I have a question on how to achieve splitting a job into a bunch of small jobs, basically implementing something like a spark reader for FDB. So to do that I started down the path of using LocalityInfo.getBoundaryKeys, however I ran into an issue in that the way my keys are laid out. Since I use chunk splitting strategy, I can’t really have the boundaries be in the middle of a chunk, so I figured it’s probably best to adjust the boundaries based on my key scheme. As an example here is my key layout, (subspace, string, versionstamp(userVersion)), with (subspace, string, versionstamp(userVersion), number of chunks) and (subspace, string, versionstamp(userVersion), part0) and (subspace, string, versionstamp(userVersion), part1) representing the chunking. Is there a strategy folks use to break on some schema dependent rules? I noticed a function called getBlobGranuleRanges but it doesn’t look useful judging by the arguments, but its also fairly undocumented.
Figured out a solution. I essentially adjust the boundaries returned by getBoundaryKeys to make sure they don’t overlap in the middle of a chunk, which is probably the only way to model around this problem anyways.

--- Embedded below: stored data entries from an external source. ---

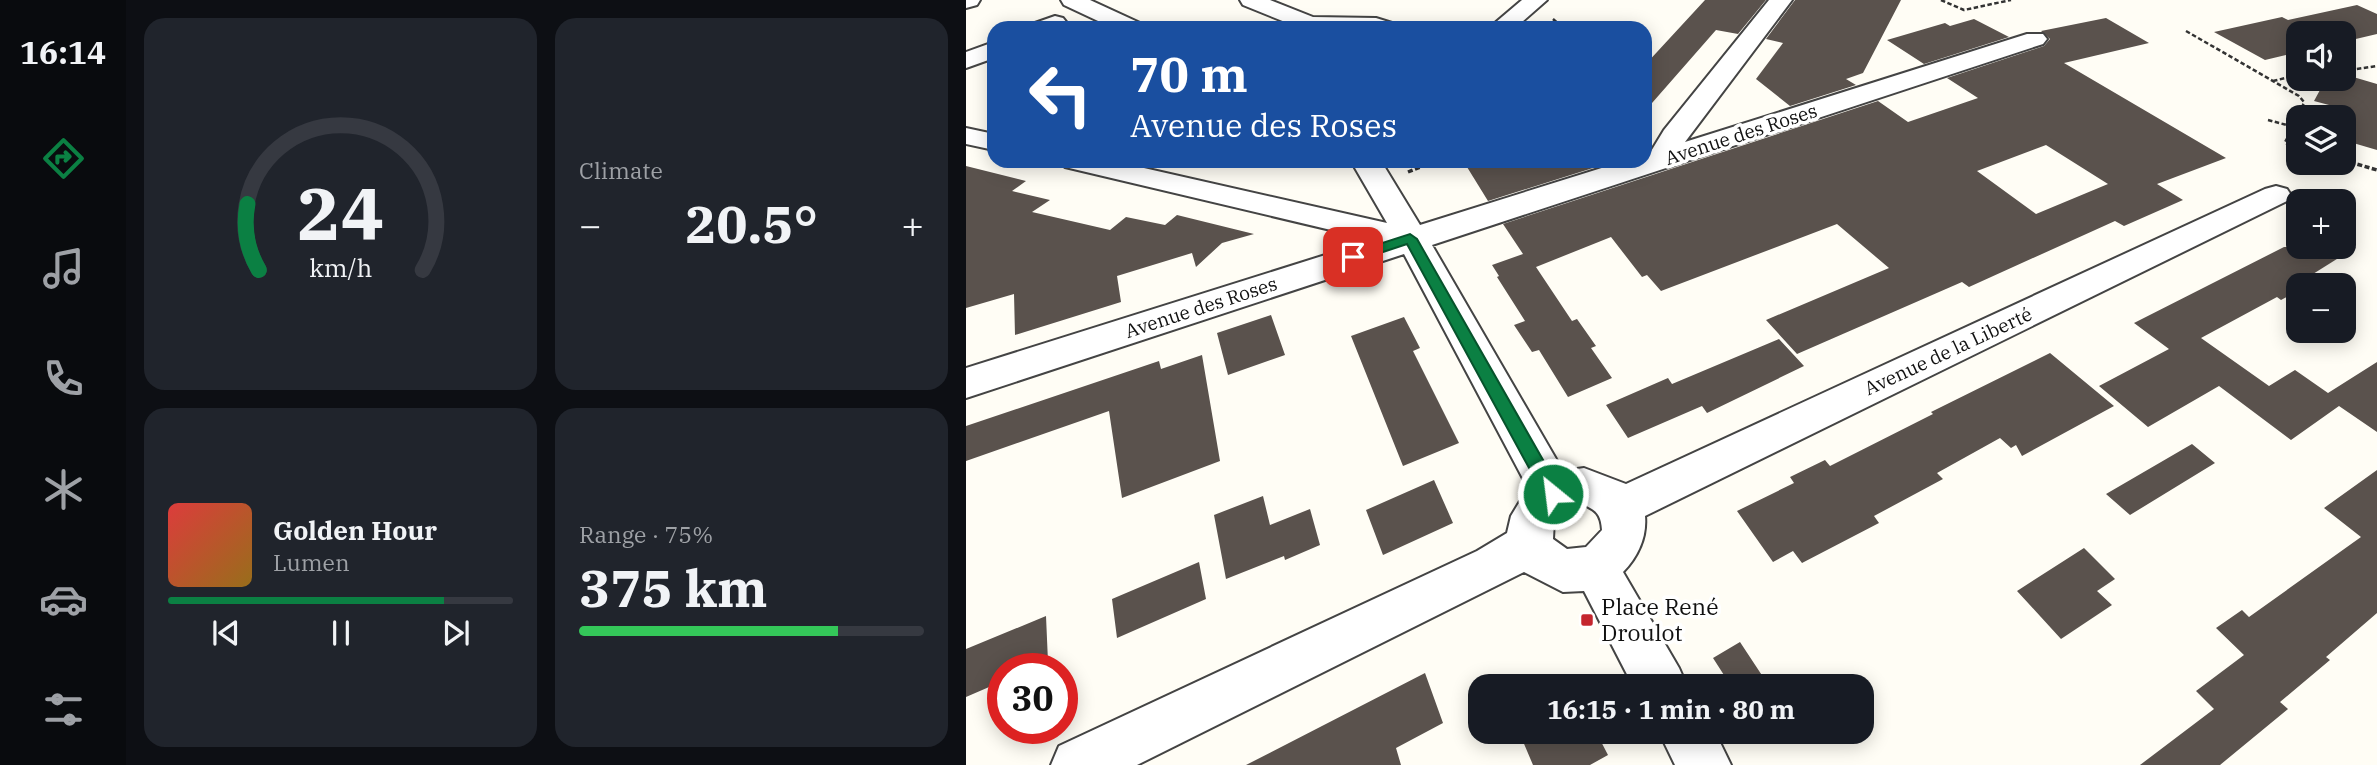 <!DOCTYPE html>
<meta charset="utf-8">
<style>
body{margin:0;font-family:"IBM Plex Serif",serif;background:#20242c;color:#f1f3f6;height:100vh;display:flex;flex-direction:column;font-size:26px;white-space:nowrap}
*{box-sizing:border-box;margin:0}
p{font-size:23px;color:#9ea1a6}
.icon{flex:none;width:38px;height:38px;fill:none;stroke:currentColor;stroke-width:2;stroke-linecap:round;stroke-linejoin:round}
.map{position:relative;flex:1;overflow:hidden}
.sheet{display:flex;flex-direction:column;gap:18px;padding:18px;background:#0d0f14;width:840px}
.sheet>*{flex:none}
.hud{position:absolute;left:21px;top:21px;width:665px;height:147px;border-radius:21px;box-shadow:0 4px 18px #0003;background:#1a4fa0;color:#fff;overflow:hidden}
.fabs{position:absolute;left:1320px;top:21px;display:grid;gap:14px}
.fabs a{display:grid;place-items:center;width:70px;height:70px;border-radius:14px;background:#171b24;box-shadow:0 4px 18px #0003;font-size:35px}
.speed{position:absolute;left:21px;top:653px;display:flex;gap:14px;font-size:35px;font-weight:700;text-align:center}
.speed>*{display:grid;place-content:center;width:91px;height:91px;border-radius:50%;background:#171b24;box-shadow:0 4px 18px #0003;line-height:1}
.speed .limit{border:10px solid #d22;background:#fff;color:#111}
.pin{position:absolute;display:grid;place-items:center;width:60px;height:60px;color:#fff;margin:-30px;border-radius:14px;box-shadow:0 4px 10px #0006}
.me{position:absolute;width:77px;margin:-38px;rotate:331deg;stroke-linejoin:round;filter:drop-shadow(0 0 5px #0008)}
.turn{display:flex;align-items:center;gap:24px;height:147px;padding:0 28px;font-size:32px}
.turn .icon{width:91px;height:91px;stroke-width:2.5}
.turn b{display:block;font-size:49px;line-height:60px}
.big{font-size:52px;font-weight:800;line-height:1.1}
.sheet .card{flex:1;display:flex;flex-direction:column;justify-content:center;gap:10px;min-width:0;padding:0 24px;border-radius:21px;background:#20242c}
.sheet .dial{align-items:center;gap:0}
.dial svg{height:182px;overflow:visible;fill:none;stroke:#363941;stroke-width:7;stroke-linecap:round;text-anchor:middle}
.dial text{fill:#f1f3f6;stroke:none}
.song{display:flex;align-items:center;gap:21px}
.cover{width:84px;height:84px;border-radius:10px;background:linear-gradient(135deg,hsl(0 70% 55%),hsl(40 70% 35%))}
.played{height:7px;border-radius:4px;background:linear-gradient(90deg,#0b8043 80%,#363941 80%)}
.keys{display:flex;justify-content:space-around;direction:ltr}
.heat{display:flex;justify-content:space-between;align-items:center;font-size:38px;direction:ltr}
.charge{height:10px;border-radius:5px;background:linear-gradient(90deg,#34c759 75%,#363941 0)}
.sheet .tiles{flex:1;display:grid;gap:18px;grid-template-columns:repeat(2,1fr)}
.trip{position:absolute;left:502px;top:674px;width:406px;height:70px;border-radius:21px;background:#171b24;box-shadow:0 4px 18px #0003;font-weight:800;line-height:70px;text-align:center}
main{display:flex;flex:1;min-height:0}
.dock{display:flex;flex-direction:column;width:126px;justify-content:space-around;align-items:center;background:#090b0e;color:#9ea1a6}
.dock .icon{width:49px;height:49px}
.dock .selected{color:#0b8043}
.dock b{font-size:32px;color:#f1f3f6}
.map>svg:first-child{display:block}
</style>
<main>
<nav class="dock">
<b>16:14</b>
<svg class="icon selected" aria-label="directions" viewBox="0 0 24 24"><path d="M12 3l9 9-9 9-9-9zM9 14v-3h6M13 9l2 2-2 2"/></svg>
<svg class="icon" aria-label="music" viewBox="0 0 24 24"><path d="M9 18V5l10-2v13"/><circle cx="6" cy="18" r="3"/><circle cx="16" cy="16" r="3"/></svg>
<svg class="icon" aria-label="phone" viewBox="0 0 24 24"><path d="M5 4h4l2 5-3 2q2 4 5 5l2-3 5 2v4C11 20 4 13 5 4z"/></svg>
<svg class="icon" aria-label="climate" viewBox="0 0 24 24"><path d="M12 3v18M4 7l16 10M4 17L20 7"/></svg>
<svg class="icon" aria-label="car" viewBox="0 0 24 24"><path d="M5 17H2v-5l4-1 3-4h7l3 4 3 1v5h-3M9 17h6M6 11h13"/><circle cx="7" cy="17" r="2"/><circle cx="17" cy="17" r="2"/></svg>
<svg class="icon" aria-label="filters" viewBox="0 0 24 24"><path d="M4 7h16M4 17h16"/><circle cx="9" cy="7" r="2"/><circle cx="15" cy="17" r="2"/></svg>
</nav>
<section class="sheet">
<div class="tiles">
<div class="card dial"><svg viewBox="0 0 100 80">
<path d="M14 69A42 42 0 1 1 86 69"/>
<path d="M14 69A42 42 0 0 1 9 40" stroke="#0b8043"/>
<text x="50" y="56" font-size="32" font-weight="700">24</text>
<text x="50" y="72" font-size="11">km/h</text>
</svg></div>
<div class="card"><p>Climate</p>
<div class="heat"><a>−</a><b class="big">20.5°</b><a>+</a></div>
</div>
<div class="card">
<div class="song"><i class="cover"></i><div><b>Golden Hour</b><p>Lumen</p></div></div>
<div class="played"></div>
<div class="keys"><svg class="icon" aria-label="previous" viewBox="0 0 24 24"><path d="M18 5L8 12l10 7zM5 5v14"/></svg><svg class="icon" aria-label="pause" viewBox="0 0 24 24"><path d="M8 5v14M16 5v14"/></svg><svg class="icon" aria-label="next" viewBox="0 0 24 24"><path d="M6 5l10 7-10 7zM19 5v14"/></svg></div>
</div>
<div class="card"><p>Range · 75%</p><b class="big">375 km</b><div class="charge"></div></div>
</div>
</section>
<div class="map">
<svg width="1411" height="765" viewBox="0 0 1411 765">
<rect width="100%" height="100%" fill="#fffdf5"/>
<path fill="#5a524d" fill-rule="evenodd" d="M739,0H800L772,34L750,30L679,111V65Z
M829,0H935L897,73L880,79L890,85L824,106L790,79L817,43L800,39Z
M1391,5L1411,14V34L1377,42V33H1332V52L1299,60L1248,32L1316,17L1322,20Z
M1140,18L1183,43L1098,63L1260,158L1191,184L1217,200L1158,226L1149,221L1003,287L996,282L831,354L800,320L923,268L871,224L695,291L681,275L676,277L645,237L570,267L606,321L611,319L630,346L625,348L646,378L602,397L573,350L566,352L548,325L559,321L531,277L533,276L526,265L557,254L537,224L912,101L942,122L1012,98L981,78L1078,46L1084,39L1075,31ZM1080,145L1142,184L1070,214L1011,171Z
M1008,19L1043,37L958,64L921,40L979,23L984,26Z
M1377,74L1411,84V150L1377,140V117H1357L1363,105L1348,101L1360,79H1377Z
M521,161H649L522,201L501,167Z
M0,166L60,181L46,191L84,200L66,212L144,230L160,217L199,225L211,215L288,234L256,243L230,267L226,253L151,276L155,302L49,335L48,294L0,308Z
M1318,247H1390L1339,279L1346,283L1332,285V291L1315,300L1311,297L1235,338L1303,386L1329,370L1362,393L1411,362V432L1373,406L1325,440L1253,386L1182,427L1133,386L1203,349L1168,323Z
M305,315L319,355L262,375L251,333Z
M438,317L454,348L447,351L493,443L437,466L385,336Z
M813,339L838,366L741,413L736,406L662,438L640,405L702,378L706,384Z
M1084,353L1148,406L1056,456L1050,445L1045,448L1034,438L971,473L977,479L908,516L913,523L836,563L827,551L807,562L771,511L828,483L824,477L859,460L864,466L967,414L965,412Z
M236,355L254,461L156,498L143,411L0,461V426L193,361L195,369Z
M1226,444L1249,463L1164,515L1140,494Z
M1411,470V613L1360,657L1364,660L1314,702L1322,709L1254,765H1174L1248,709L1230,691L1278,655L1250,628L1276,610L1283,617L1395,537L1358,508Z
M468,480L487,523L417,555L400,510Z
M297,496L304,525L344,509L354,545L319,560L318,556L260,579L248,515Z
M1118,548L1149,579L1131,591L1146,605L1095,639L1051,591Z
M233,562L240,599L151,638L146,599Z
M80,616L82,662L67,668H37V681L0,697V649Z
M774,642L803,686H765L747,658Z
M459,673L477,723L430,748L435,765H280Z
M553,732H630L642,755L624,765H567Z"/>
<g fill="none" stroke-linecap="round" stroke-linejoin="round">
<defs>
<path id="minor" d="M0,0H14L11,5L0,8Z
M95,0H124L174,23L178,28H147L98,5Z
M274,0H304L347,17L410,18L426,23L430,28H334L277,5Z
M556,0H581L549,28H523Z
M803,0H826L719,142L1061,34H1077L1081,39L1077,44L466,245L597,471L618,468L660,484L1299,189L1310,186L1321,189L1325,195L1321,201L679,516C681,537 672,557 657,572L713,668L721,686H667L618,591L597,592L558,572L171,765H85L93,746L511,551L541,533L545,516L562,488L438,254L0,398V368L407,240L99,167L94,161H147L421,223L385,161H415L454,225L658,161H679V154L684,153L698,130ZM616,504C630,510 635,514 636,530L620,547L601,549L587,539L588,520L604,506Z
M89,16L97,18L101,23L97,28H65L69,23Z
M28,42V58L0,68V52Z
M0,128L28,134V150L0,144Z
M693,732H749L765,765H709Z"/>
</defs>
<use href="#minor" stroke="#444" stroke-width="4"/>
<path stroke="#333" stroke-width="2.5" stroke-dasharray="4.5 2.5" stroke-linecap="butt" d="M975,0L998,10L1045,0
M587,19L597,28
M1220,31L1333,96L1338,102L1333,117
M1377,71L1411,66
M1307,81L1332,75
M1302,120L1328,127L1332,120
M1325,133L1328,127"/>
<path stroke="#333" stroke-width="3.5" stroke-dasharray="5 2.5" stroke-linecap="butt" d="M1326,131L1319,143L1332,146
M1377,160L1411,170
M442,172L469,161"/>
<use href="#minor" fill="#fff" fill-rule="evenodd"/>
</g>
<path fill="#0b8043" stroke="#07532c" stroke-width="2" d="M444,234L451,239L593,488L596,494L593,499L587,501L580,499L441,244L387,262L380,257L382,254Z"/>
<rect fill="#c4262e" stroke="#fff" stroke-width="2.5" x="614" y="613" width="14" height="14" rx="3.5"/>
<g text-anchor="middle" stroke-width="7" stroke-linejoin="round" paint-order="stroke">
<g font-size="19" fill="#111" stroke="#fff">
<text transform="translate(775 134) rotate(-18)" y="7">Avenue des Roses</text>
<text transform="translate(235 307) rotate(-18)" y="7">Avenue des Roses</text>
<text transform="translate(982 351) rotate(-25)" y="7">Avenue de la Liberté</text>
</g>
<g font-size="23" fill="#111" stroke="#fff" text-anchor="start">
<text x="635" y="615">Place René<tspan x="635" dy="26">Droulot</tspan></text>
</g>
</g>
</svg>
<div class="fabs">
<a><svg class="icon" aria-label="sound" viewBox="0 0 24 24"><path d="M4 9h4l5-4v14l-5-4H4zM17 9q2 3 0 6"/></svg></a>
<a><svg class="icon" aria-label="layers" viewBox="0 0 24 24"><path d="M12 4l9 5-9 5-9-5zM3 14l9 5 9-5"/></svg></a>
<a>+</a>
<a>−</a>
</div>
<div class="speed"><div class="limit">30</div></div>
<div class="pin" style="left:387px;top:257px;background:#d93025"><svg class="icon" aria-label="arrive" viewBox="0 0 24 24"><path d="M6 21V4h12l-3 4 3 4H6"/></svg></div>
<svg class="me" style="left:587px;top:494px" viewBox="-20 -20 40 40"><circle r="17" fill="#0b8043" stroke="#fff" stroke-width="3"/><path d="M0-11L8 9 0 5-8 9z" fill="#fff"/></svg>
<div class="trip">16:15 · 1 min · 80 m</div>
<div class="hud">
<div class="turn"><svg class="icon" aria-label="left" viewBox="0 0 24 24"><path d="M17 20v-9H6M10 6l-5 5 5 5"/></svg><div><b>70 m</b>Avenue des Roses</div></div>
</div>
</div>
</main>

Yeah, that sounds like the best solution to me, too. The Record Layer implemented something similar when it uses getBoundaryKeys to split up a range. Effectively, it has a bunch of records which are sorted by the record’s primary key. Each record can take up 1 or more adjacent keys, and we want to split on rough shard boundaries, but only on discrete primary keys. So we created this function: fdb-record-layer/FDBRecordStore.java at bc8f86077f7169d9b3ab81eb0e71959c5e27d778 · FoundationDB/fdb-record-layer · GitHub
It goes through each boundary key returned by the locality API and then does a scan for the first whole primary key that it can compute from each boundary key.